RFC 2104 defines HMAC as H((K XOR opad) || H((K XOR ipad) || message)). The double-pass construction closes off length-extension attacks that affect raw SHA-256 and MD5. With a single-pass construction H(key || message), an attacker who knows the hash but not the key can compute a valid hash for any extension of the message. The outer hash with a different key derivation breaks this.
You technically can, but you shouldn't. Using one key to sign both webhook payloads and API tokens means that a leak of one allows forgery of both. Key separation is a foundational security principle. The standard pattern is to derive purpose-specific keys from a single master key using HKDF: HKDF(masterKey, salt, "webhook-signing") produces a deterministic but purpose-specific subkey. Each derived key is independent.

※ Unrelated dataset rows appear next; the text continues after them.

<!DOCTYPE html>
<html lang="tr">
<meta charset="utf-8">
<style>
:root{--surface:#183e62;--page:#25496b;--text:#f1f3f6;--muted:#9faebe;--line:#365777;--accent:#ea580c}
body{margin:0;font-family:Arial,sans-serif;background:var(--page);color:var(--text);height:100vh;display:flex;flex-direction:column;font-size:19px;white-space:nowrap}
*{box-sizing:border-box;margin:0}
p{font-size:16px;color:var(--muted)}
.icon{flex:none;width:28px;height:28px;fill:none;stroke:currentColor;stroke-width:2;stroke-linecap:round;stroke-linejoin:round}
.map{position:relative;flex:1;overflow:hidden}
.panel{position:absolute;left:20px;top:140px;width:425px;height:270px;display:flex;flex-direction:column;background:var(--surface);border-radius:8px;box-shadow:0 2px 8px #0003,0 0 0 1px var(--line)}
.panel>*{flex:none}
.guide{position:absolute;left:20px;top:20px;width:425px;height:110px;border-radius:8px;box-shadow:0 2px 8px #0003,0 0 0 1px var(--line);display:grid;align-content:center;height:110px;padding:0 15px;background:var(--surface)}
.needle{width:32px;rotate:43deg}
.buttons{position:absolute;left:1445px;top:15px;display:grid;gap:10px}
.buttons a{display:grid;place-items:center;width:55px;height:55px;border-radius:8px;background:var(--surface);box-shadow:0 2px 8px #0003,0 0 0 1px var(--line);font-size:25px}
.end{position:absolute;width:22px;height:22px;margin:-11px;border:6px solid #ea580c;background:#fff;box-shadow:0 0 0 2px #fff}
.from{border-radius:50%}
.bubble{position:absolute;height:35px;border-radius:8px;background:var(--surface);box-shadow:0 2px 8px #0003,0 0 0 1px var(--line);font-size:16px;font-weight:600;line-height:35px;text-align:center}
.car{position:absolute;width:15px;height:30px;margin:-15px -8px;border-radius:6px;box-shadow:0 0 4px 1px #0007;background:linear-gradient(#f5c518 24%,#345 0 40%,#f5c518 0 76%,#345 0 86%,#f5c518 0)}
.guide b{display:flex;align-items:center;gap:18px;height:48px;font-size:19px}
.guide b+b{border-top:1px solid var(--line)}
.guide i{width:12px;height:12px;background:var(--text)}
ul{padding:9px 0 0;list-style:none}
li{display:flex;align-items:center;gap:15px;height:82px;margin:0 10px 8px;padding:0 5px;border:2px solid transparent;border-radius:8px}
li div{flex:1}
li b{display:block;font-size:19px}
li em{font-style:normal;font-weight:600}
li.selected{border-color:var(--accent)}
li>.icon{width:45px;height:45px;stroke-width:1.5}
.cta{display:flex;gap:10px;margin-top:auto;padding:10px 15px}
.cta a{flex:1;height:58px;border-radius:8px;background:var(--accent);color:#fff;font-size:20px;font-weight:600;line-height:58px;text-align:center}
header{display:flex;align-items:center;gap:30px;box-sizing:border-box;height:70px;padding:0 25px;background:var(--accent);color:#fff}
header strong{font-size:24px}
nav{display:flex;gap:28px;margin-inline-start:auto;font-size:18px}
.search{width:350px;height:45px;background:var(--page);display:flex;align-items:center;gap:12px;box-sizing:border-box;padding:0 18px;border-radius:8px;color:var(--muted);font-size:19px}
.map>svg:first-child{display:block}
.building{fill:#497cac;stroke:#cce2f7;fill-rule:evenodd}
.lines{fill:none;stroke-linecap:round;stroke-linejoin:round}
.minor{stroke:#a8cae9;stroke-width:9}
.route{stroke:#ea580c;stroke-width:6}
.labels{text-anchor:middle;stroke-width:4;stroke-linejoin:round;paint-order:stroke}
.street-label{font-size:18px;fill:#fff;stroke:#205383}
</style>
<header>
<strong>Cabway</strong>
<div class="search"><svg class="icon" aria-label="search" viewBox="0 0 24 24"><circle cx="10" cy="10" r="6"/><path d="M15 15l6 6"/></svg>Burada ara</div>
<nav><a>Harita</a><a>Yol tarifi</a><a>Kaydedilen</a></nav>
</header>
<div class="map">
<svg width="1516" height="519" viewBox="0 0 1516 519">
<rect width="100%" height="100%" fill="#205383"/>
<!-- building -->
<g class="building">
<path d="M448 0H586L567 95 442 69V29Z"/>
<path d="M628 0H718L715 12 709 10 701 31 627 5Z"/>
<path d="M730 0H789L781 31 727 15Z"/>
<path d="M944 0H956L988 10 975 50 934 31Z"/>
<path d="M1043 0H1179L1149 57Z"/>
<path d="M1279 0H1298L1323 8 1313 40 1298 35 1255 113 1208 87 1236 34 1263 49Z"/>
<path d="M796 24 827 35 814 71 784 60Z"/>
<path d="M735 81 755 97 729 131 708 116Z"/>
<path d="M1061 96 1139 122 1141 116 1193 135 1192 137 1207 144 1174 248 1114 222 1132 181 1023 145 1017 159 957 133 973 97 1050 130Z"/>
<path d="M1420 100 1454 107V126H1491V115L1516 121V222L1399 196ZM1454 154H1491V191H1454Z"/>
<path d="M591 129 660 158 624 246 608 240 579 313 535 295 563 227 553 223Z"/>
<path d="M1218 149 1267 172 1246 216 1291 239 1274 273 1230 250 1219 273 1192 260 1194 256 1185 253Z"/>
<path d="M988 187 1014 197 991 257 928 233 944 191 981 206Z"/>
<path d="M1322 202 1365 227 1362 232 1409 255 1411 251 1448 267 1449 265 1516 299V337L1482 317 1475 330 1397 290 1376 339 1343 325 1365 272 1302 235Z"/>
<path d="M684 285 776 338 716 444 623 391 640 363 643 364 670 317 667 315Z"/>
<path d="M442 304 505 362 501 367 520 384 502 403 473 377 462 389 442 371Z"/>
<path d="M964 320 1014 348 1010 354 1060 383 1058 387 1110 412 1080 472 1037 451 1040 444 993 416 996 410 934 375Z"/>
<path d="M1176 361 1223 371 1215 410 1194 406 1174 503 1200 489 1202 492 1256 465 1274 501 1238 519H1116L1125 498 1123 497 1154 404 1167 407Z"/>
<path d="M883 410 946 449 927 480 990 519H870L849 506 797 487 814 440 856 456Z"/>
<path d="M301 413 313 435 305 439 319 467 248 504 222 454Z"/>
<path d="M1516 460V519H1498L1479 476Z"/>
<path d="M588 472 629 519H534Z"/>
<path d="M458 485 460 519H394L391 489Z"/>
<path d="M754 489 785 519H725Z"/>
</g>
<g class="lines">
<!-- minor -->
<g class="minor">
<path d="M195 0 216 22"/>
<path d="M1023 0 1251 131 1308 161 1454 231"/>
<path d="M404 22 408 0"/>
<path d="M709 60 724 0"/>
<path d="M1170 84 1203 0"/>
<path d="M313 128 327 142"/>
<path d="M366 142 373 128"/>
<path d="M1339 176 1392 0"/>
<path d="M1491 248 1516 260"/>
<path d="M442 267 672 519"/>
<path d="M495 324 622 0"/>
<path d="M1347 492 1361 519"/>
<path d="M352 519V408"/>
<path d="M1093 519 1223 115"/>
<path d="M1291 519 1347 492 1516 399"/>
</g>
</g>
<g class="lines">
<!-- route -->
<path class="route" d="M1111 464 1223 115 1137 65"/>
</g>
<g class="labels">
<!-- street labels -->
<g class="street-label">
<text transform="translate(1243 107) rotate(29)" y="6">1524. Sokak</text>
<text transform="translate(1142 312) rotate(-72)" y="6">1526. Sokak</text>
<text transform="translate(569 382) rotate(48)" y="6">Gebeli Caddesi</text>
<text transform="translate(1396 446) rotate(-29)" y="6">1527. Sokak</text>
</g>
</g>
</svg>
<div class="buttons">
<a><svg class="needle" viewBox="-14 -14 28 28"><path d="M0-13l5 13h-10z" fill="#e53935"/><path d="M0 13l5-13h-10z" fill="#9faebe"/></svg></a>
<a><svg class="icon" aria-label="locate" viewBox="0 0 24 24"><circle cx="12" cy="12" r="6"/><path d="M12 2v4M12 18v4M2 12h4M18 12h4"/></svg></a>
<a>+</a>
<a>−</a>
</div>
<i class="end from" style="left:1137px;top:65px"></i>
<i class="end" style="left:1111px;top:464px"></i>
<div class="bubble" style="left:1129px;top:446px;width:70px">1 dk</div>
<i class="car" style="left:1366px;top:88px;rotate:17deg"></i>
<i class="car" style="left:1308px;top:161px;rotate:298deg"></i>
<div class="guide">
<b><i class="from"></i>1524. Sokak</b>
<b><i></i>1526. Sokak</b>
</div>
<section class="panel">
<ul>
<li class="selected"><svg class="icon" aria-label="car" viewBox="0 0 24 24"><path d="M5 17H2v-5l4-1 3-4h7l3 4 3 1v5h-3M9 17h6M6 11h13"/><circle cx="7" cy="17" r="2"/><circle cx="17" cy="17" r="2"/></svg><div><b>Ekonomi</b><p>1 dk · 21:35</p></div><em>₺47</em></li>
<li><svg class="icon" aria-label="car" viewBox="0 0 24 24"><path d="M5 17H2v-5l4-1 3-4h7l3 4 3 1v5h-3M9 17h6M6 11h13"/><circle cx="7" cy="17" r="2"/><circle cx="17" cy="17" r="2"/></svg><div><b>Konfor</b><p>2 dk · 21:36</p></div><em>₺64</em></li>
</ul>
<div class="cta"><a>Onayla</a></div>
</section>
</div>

Treat HMAC secret keys like database passwords — never hardcode in source, never commit to git. Options in order of preference: a secrets manager (AWS Secrets Manager, HashiCorp Vault, GCP Secret Manager), environment variables injected at runtime, encrypted configuration files with the encryption key stored separately. Rotate keys regularly and have a plan for what happens when a key is leaked — can you invalidate all signatures issued with it?